By Mike Wilmington Wilmington@moviecitynews.com
Wilmington on DVDs. Chinatown.
Chinatown (Four Stars)
U.S.; Roman Polanski, 1974 (Paramount)
“Forget it Jake. It’s Chinatown.”
Those are the last words — chilling, evocative, wised up — of Roman Polanski and Robert Towne’s Chinatown — that great dark tale of politics, murder, and family secrets in ‘30s Los Angeles. No matter what you think of Polanski and his arrest and extradition problems — and I bet they’re more complex than most of the cut-and-dried “He’s persecuted” or “He’s a fugitive schmuck” analyses offered by friends or foes — the director’s 1974 private eye movie classic Chinatown is still some kind of masterpiece of neo-noir.
The movie, one of the big commercial-critical hits of its era, was a career peak for director Polanski, the matchless screenwriter Towne, and the superb star team of Jack Nicholson, Faye Dunaway and John Huston.
It‘s a picture that seems close to perfect of its kind and one of the ‘70s films I love best. Gorgeous and terrifying and sometimes funny as hell, Chinatown tells a romantic/tragic/murder mystery tale of official crimes and personal corruption raging around the real-life L. A. Water scandal, with private sin and public swindles steadily stripped bare by J. J. Gittes (one of Jack Nicholson‘s signature roles), a cynical, natty, smart-ass Hammetesque shamus, with a nose for corruption and a hot-trigger temper.
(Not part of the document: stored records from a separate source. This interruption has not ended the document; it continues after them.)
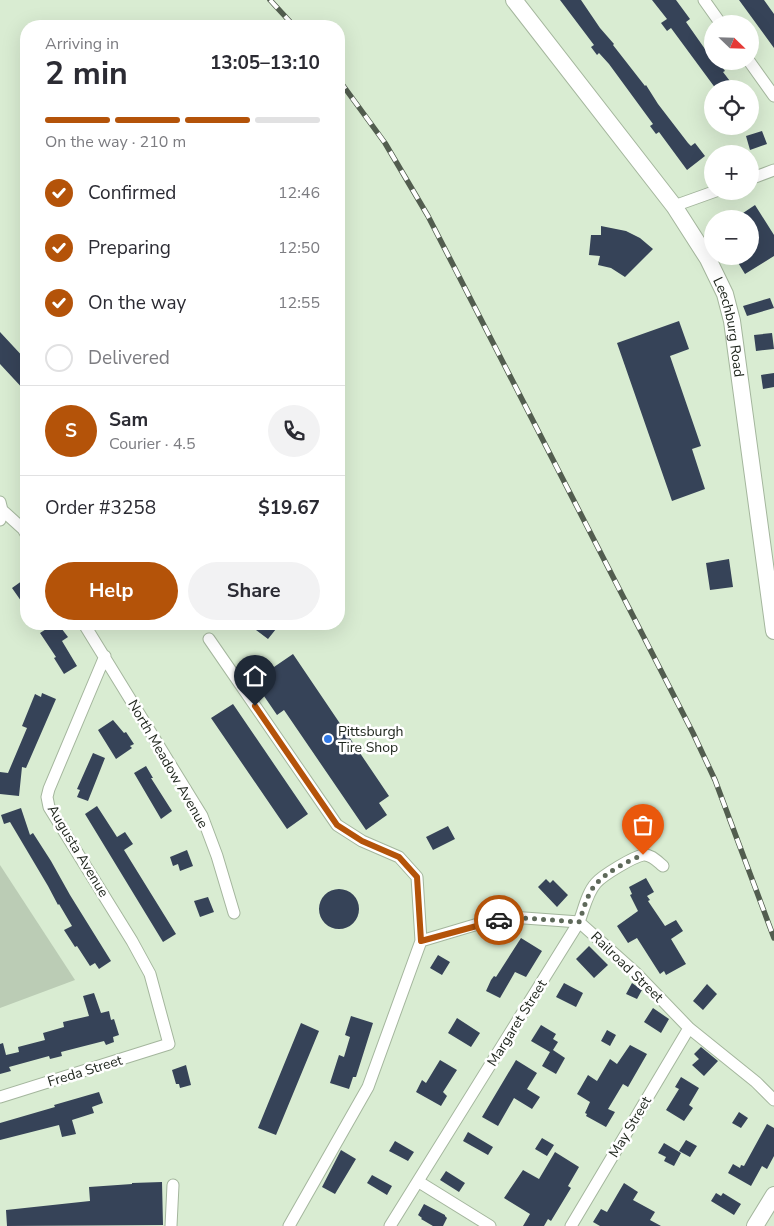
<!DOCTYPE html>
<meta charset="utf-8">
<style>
:root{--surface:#fff;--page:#f2f2f3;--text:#2b2b33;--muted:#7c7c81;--line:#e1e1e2;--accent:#b45309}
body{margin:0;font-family:"Nunito Sans",sans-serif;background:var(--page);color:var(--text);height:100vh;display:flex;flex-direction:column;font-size:19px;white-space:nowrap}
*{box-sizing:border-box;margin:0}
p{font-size:16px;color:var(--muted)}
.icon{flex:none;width:28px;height:28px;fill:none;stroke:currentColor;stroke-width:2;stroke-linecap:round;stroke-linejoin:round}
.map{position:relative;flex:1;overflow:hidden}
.side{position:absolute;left:20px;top:20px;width:325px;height:610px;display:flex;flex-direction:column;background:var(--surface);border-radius:20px;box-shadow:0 5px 20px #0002}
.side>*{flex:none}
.needle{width:32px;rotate:113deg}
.tools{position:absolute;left:704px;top:15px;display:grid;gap:10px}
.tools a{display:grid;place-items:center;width:55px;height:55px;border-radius:50%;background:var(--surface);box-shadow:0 5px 20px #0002;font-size:25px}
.pin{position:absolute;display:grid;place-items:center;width:42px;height:42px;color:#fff;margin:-51px -21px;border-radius:50% 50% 50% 0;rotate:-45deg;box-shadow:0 0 5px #0007}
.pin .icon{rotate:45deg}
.courier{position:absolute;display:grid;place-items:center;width:50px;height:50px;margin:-25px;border:4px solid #b45309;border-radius:50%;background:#fff;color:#222;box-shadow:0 1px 6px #0007}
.overview em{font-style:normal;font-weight:700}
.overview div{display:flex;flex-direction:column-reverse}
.overview{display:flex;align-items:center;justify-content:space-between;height:85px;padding:0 25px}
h1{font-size:32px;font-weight:700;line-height:38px}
.bar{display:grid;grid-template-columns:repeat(4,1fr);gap:8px 5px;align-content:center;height:60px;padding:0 25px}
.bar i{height:6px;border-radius:4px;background:var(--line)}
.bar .on{background:var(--accent)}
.bar p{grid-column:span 4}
.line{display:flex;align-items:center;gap:12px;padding:0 25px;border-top:1px solid var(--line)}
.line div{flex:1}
.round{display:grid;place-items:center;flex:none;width:52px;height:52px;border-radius:26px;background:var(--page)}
ol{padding:0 25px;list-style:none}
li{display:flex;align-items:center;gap:15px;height:55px}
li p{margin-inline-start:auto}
li .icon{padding:5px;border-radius:50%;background:var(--accent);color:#fff;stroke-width:4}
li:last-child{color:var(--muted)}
li i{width:28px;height:28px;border:2px solid var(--line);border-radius:50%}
.primary-button{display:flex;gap:10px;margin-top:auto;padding:10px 25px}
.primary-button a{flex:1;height:58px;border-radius:30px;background:var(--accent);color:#fff;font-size:20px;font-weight:700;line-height:58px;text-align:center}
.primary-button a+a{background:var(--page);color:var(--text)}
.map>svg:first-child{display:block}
.green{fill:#bbccb5}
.building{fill:#364358}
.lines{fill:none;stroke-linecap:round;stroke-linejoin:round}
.street-casing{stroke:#a4b69d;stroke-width:13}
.secondary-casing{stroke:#a4b69d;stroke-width:18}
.street{stroke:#fff;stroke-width:11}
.secondary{stroke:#fff;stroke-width:16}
.rail-casing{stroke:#525d4f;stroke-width:5.5}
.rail{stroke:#fff;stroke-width:4;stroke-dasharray:11;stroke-linecap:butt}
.done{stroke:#5e695a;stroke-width:5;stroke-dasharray:0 9}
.route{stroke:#b45309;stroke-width:6}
.poi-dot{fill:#3179e6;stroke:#fff;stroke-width:2}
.labels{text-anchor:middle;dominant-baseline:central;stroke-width:5;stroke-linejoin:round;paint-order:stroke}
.street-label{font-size:14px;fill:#1c231a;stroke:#fff}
.poi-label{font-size:14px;fill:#1c231a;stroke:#fff;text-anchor:start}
</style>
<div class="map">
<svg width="774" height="1226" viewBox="0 0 774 1226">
<rect width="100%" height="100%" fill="#d9ecd2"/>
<path class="green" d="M0,865L75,980L0,1008Z"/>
<path class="building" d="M560,0H581L600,28L614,44L613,45L645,86L646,85L658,104L688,143L691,146L695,143L705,156L687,170L659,132L656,134L650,126L653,124L609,64L599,53L597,55L591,47L594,45Z
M652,0H676L690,19L686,22L712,59V61L717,65L719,63L725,71L723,72L736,89H716L671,28L667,31L661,23L667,19Z
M739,0H764L774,14V48Z
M762,131L767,144L750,150L746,136Z
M755,205L774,235V256L745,274L734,256H750V219H734Z
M601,226L626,231L640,238L653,249L625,277L611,268L598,265L600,256L589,255L591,235H601Z
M770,298L774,308L747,316L743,306Z
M679,321L689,349L670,356L701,446L692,449L705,489L672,501L617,343Z
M0,332L26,360V392L0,364Z
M772,333L774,349L756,351L754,335Z
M774,373V387L763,389L761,375Z
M729,559L733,587L710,590L706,563Z
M26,578V608L12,588Z
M54,624H58L68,637L62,641L77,666L64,674L54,658L56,657L40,633Z
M248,624H280L268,639Z
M293,654L389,796L379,803L387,815L366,830L284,710L277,715L251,677L271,663L274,667Z
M42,693L56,699L26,768L22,767L19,796L0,794V772L8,773L27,728L22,726L35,694L41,697Z
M233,704L308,814L287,829L211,718Z
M113,720L124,733L126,732L134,744L130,746L132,748L116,759L98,730Z
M93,753L105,758L88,801L77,797L80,790L77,789Z
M146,766L153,778H151L172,811L161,819L134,773Z
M97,806L117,837L125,832L133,844L124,850L176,934L163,942L85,814Z
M21,808L30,835L33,833L51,861L70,895L111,961L99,969L95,963L90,966L77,946L75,947L64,930L72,926L59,904L58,905L48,886L10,822L4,824L1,815Z
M448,826L455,839L433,850L426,837Z
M187,850L193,866L180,871L178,864L173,866L170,857Z
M646,878L654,892L647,896L650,900L648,901L665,926L676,920L683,931L671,939L686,964L666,975L664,971L660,974L637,938L628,943L617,926L638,911L630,895L632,894L629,887Z
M546,879L550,883L553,880L568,895L557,907L538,887Z
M319 909a20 20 0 1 1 40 0a20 20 0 1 1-40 0Z
M208,897L214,912L200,917L194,901Z
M521,938L542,951L526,977L515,972L500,998L486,991L491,980L494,976L496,977Z
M589,946L608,965L594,978L576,959Z
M438,955L450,962L442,975L430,968Z
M564,983L583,993L576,1007L556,997Z
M632,983L642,990L637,999L626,994Z
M707,984L717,994L703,1010L693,1001Z
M94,993L101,1013L109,1011L111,1020L114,1019L119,1035L113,1037L114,1042L106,1045L104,1041L61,1052L62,1056L50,1059L49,1056L9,1067L11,1071L0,1074V1044L3,1043L6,1055L19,1052L18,1047L45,1040L43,1033L64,1027L63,1022L89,1016L83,996Z
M653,1008L669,1019L661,1033L644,1022Z
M351,1016L373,1023L356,1077H353L349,1089L330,1083L339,1055L344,1057L350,1037L345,1035Z
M457,1018L480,1033L471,1047L448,1033Z
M301,1023L319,1031L276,1135L258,1128Z
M541,1025L556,1034L553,1039L558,1042L553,1050L565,1058L556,1074L542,1066L550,1052L531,1041Z
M607,1030L616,1035L610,1046L601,1041Z
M630,1045L647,1054L628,1087L623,1084L608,1109L615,1112L606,1127L586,1116L587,1114L585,1113L590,1102L577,1094L588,1075L597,1081L610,1059L617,1064Z
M701,1047L718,1061L704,1076L692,1065L699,1059L694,1054Z
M440,1060L457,1070L443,1092L447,1096L441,1106L416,1092L422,1080L426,1083Z
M516,1060L537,1073L527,1089L540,1097L532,1109L514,1098L498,1126L482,1117Z
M186,1065L191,1085L180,1088L179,1084H176L172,1070Z
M681,1077L699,1088L689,1105L693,1108L684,1121L666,1110L679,1089L675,1087Z
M99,1092L103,1103L92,1107L94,1113L72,1120L76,1134L62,1137L59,1125L0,1140V1123L55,1107L54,1105Z
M739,1112L748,1118L741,1128L732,1123Z
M767,1124L774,1128V1156L767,1169L762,1166L751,1186L728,1173L733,1164L740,1168L741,1165L744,1166Z
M468,1132L493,1147L488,1155L463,1141Z
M542,1138L554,1145L547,1156L535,1149Z
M686,1140L697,1146L690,1157L679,1151Z
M395,1141L414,1152L408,1161L389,1151Z
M664,1143L681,1153L674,1166L664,1161L666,1157L658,1153Z
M341,1150L356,1159L335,1194L322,1187Z
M555,1152L579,1167L568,1186L571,1188L551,1221L548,1219L544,1226H523L530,1214L504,1198L523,1170L539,1179Z
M446,1171L465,1183L459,1192L440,1180Z
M372,1175L392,1186L387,1195L367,1183Z
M162,1182L163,1225L7,1226L6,1210L90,1201L89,1187L132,1184V1183Z
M624,1183L638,1192L633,1200L655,1212L650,1220L661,1226H600L593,1222L601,1209L607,1212Z
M716,1193L721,1196L723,1193L741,1204L734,1215L711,1201Z
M424,1204L445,1215V1216L447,1218L443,1226H433L421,1219L422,1218L418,1215Z"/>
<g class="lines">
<defs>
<path id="street" d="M704,0L721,24
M749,61L774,96
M750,179L774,170
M674,206L716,191
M0,502L2,510L0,520
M2,510L23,529L26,534
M84,624L202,816L217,856L234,913
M209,639L337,825L362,841L399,857L417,877L421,941
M0,1097L169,1044L150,974L132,941L49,807L47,797L49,789L105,656
M419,1182L490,1226
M171,1226L173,1185
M289,1226L368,1087L421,941L478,924L511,917L579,922L635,972L689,1028L756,1082L774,1100
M390,1226L579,922C584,909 587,893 596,883C603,875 633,857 643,855C651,854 657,861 663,866
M571,1226L689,1028"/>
<g id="secondary">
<path id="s1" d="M514,0L674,206L708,259L725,294L732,321L774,631"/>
<path d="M755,1226L774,1195"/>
</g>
</defs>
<use href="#street" class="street-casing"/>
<use href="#secondary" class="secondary-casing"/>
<use href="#street" class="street"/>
<use href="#secondary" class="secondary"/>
<defs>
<path id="rail" d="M270,0L294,26
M339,80L385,143L428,216L693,733L715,780L774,938"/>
</defs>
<use href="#rail" class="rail-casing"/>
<use href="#rail" class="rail"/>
</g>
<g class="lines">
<path class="done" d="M499,920L510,917L579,922C584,909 587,893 597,883C607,872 629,860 643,855"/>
<path class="route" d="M255,706L337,825L362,841L399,857L417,877L421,941L499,920"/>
</g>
<circle class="poi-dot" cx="328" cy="739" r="5"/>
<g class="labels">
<g class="street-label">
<text stroke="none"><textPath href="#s1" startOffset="396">Leechburg Road</textPath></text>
<text transform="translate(168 764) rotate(60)">North Meadow Avenue</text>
<text transform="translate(78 851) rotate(59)">Augusta Avenue</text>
<text transform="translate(627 967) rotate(44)">Railroad Street</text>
<text transform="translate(517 1023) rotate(-58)">Margaret Street</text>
<text transform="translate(85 1071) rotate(-17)">Freda Street</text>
<text transform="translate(630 1127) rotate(-59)">May Street</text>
</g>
<g class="poi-label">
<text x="338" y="731">Pittsburgh<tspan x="338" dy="16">Tire Shop</tspan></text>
</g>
</g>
</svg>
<div class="tools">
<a><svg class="needle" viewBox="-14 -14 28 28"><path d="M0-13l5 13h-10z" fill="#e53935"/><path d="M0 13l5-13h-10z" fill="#7c7c81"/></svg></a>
<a><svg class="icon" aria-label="locate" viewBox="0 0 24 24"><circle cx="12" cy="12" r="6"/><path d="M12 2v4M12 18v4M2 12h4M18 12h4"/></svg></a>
<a>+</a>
<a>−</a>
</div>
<div class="pin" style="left:643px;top:855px;background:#ea580c"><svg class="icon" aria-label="bag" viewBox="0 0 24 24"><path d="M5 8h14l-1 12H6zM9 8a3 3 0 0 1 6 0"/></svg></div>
<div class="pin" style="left:255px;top:706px;background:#1f2937"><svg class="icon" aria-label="home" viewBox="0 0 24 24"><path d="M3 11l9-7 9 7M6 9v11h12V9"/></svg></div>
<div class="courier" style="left:499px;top:920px"><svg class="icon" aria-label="car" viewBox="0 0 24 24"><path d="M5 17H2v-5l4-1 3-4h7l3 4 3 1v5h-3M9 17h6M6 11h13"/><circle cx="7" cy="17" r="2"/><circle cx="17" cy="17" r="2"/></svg></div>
<section class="side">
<div class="overview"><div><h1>2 min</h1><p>Arriving in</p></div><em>13:05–13:10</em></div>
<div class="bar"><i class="on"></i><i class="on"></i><i class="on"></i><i></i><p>On the way · 210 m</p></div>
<ol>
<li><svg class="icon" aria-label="check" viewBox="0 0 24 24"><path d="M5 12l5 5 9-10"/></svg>Confirmed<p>12:46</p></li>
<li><svg class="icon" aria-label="check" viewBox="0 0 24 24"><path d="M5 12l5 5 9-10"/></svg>Preparing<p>12:50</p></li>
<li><svg class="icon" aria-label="check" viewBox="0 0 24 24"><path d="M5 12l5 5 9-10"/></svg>On the way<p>12:55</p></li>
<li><i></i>Delivered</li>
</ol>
<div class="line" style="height:90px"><b class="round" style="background:var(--accent);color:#fff">S</b><div><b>Sam</b><p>Courier · 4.5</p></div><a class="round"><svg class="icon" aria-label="phone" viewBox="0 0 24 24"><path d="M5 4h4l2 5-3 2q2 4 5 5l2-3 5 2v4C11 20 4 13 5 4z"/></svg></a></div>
<div class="line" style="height:65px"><div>Order #3258</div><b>$19.67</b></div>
<div class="primary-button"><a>Help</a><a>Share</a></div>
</section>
</div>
Gittes is an anti-Philip Marlowe detective. He’s proud of taking divorce cases (Marlowe disdained them), and he’s not too queasy about selling out. He’s also much less sexually reticent than Raymond Chandler’s pipe-smoking knight of the mean streets — though he cracks just as wise. Fundamentally, Gittes is a survivor. He likes his nose, he likes breathing through it, but he finds it increasingly hard to keep it unbloodied and out of rich L. A. people’s business as he keeps digging deeper into what starts as a simple infidelity investigation and then broadens to include a vast conspiracy, intertwined with the deadly history of immaculately evil nabob Noah Cross (played by the devilishly genial Huston) and his desperate, wounded daughter Evelyn Mulwray (Dunaway) — a nasty web that includes Polanski himself as the cocky little fedora-topped Cross torpedo (with a Polish accent) who calls Gittes “Kitty-Kat” and slices up his proboscis for a memento mori.
Chinatown — with splendid Richard Sylbert production design, gleaming John Alonso cinematography and a really haunting Jerry Goldsmith score — wafts us back to L. A., downtown and Silverlake in the ‘30s: the era of the Depression and jazzman Bunny Berigan‘s sardonic lament “I Can‘t Get Started.” It was also the heyday, of course, of the hard-boiled, lean and mean “Black Mask” style thrillers of Dashiell Hammett and Chandler, hard-boiled, high-style fiction that Towne, at his absolute best, pastiches to a fine turn and that Polanski, at his best ( the championship form of Cul-de-Sac and The Pianist) makes come shatteringly alive.
The movie has great dialogue, great acting, great direction, and an unmatchable blend of wised-up savvy and yearning romanticism. The bleak ending (Polanski‘s idea) cuts you to the heart. Temper tantrum virtuoso Nicholson has some of his best blowups. And The supporting cast — Polanski, Burt Young, Diane Ladd, Perry Lopez, Dick Bakalyan, Roy Jenson, James Hong, Bruce Glover, Joe Mantell and John Hillerman (at his smarmiest) — are pretty damned wonderful too.
In fact, this is a movie that — not counting Gittes’ slit nose — has no perceptible flaws: a classic you won’t, can’t, never will, ever forget. Chinatown reminds you of how jack Nicholson single-handedly almost, shifted the ground of the movies, and changed our conception of what a movie star was, in the early ’70s. It reminds you of how vulnerable faye Dunaway ciould be, of what a sly old movie fox John Huston was. It reminded you of how great films can be when they have really wonderful, beautifuklly crafted, verbally agile scripts (like Towne’s here). And it reminds you that Polanski is a filmmaker who’s maybe faced such terror, darkness and despair in his own life — from the Holocaust to personal tragedy –that he can, brilliantly and memorably, turn fear into art.